* _Problem_: Filtering the records below, copy only those lines that include the word "above".

* _Source data_:
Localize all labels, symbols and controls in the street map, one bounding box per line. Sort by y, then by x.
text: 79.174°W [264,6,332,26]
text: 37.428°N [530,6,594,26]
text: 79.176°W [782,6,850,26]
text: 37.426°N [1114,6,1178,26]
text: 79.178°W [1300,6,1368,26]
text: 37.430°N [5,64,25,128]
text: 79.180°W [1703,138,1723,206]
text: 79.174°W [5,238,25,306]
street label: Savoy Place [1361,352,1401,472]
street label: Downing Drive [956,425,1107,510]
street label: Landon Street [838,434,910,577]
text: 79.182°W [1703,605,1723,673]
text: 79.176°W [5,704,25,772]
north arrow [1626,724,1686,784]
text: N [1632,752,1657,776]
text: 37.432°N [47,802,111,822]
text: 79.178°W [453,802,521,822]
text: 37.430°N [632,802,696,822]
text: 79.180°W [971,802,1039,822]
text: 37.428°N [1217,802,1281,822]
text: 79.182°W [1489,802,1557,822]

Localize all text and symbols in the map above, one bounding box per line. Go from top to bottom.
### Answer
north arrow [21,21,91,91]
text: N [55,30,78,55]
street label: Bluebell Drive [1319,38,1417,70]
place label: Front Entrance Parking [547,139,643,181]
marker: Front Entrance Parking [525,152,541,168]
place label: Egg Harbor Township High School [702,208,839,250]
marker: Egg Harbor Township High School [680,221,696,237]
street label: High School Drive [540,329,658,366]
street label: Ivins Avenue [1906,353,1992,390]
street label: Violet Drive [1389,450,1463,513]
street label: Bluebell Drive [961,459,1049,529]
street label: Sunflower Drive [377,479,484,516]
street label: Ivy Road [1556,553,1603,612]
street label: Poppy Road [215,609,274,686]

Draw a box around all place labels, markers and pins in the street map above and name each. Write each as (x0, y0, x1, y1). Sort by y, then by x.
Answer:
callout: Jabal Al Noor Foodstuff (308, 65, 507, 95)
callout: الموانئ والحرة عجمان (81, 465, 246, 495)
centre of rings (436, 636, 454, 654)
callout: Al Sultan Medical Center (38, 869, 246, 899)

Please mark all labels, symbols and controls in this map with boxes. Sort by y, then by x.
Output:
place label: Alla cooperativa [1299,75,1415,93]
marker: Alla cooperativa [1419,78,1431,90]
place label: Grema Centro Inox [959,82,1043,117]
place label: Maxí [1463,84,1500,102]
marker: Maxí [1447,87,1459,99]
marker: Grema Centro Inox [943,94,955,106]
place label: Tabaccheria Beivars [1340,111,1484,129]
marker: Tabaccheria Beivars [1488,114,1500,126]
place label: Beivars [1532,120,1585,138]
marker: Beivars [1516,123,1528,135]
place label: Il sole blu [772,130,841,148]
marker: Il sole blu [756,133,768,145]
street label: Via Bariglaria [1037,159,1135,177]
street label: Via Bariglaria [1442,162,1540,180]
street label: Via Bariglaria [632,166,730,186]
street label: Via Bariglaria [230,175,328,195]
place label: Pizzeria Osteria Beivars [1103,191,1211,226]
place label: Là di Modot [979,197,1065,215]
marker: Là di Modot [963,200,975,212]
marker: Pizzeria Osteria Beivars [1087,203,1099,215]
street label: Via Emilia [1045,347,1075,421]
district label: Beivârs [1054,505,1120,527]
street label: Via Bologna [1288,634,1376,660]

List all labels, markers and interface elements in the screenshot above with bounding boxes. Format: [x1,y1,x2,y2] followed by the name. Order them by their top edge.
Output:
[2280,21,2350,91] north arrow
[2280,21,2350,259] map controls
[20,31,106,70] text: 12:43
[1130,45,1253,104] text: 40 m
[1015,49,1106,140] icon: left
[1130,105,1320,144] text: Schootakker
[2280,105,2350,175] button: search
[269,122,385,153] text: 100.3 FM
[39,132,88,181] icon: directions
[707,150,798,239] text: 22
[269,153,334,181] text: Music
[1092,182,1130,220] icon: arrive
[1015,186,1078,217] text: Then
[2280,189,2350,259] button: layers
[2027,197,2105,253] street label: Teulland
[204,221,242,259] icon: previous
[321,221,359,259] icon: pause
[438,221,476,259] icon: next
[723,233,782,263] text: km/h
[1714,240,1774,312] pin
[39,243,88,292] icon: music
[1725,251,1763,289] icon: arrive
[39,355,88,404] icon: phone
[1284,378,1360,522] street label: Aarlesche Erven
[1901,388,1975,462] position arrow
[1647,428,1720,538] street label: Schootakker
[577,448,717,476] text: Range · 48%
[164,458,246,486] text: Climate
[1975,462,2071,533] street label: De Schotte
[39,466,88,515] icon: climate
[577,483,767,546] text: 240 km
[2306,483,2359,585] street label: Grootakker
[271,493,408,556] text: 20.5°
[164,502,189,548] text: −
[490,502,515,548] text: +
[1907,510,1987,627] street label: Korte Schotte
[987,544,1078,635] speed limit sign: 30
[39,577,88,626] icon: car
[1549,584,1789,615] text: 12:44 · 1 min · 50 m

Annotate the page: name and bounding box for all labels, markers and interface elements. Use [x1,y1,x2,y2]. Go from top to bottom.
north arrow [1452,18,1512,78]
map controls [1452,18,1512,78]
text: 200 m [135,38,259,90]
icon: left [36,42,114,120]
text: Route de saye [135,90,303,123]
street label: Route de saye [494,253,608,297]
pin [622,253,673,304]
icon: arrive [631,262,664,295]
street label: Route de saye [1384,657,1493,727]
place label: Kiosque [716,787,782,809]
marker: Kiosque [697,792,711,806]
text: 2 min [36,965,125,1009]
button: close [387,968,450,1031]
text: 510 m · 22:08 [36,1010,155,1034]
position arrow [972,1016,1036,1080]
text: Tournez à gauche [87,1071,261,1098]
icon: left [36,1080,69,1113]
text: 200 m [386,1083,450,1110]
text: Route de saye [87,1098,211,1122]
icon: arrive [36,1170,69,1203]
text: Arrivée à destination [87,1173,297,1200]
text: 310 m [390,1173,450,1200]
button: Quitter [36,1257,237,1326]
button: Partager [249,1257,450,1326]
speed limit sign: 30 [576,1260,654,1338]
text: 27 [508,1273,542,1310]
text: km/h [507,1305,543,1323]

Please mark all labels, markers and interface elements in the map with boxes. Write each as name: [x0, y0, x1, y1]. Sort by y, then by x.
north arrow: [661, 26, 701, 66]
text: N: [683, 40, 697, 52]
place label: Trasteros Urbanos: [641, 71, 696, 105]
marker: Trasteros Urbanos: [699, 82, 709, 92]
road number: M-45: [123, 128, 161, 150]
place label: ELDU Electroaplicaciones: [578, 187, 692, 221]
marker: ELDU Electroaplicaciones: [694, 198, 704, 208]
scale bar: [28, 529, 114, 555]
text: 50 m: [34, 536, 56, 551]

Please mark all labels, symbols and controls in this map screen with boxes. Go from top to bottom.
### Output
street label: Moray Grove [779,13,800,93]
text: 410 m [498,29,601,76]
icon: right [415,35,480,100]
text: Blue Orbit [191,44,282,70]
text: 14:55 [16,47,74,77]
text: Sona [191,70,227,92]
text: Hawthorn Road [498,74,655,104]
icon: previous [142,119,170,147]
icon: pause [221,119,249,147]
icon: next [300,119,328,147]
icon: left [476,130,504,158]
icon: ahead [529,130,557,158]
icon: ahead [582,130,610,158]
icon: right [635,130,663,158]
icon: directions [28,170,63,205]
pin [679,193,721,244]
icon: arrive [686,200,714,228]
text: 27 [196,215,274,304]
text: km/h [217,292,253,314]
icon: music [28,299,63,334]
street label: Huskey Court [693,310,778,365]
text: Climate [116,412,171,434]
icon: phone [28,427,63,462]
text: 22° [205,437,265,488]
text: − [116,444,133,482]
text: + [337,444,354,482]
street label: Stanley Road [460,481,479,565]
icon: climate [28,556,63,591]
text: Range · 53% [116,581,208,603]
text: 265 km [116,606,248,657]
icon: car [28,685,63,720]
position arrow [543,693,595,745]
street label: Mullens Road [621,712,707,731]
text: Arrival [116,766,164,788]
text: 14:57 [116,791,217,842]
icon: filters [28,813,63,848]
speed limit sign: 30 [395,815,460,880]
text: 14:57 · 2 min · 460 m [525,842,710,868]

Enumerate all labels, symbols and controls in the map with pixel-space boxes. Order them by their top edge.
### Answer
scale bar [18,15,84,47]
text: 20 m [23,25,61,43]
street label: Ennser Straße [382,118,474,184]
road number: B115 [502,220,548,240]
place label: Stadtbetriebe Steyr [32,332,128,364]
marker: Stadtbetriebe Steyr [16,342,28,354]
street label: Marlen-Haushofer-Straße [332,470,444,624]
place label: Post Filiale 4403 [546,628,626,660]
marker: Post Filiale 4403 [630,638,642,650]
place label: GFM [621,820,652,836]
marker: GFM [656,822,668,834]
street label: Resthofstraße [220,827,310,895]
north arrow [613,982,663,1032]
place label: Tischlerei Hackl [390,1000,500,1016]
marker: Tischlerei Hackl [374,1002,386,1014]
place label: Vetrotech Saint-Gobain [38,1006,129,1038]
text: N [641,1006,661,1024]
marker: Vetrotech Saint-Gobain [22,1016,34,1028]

* _Solution_:
Localize all text and symbols in the map above, one bounding box per line. Go from top to bottom.
Draw a box around all place labels, markers and pins in the street map above and name each. Write each as (x0, y0, x1, y1). Sort by y, then by x.
List all labels, markers and interface elements in the screenshot above with bounding boxes. Format: [x1,y1,x2,y2] followed by the name. Order them by their top edge.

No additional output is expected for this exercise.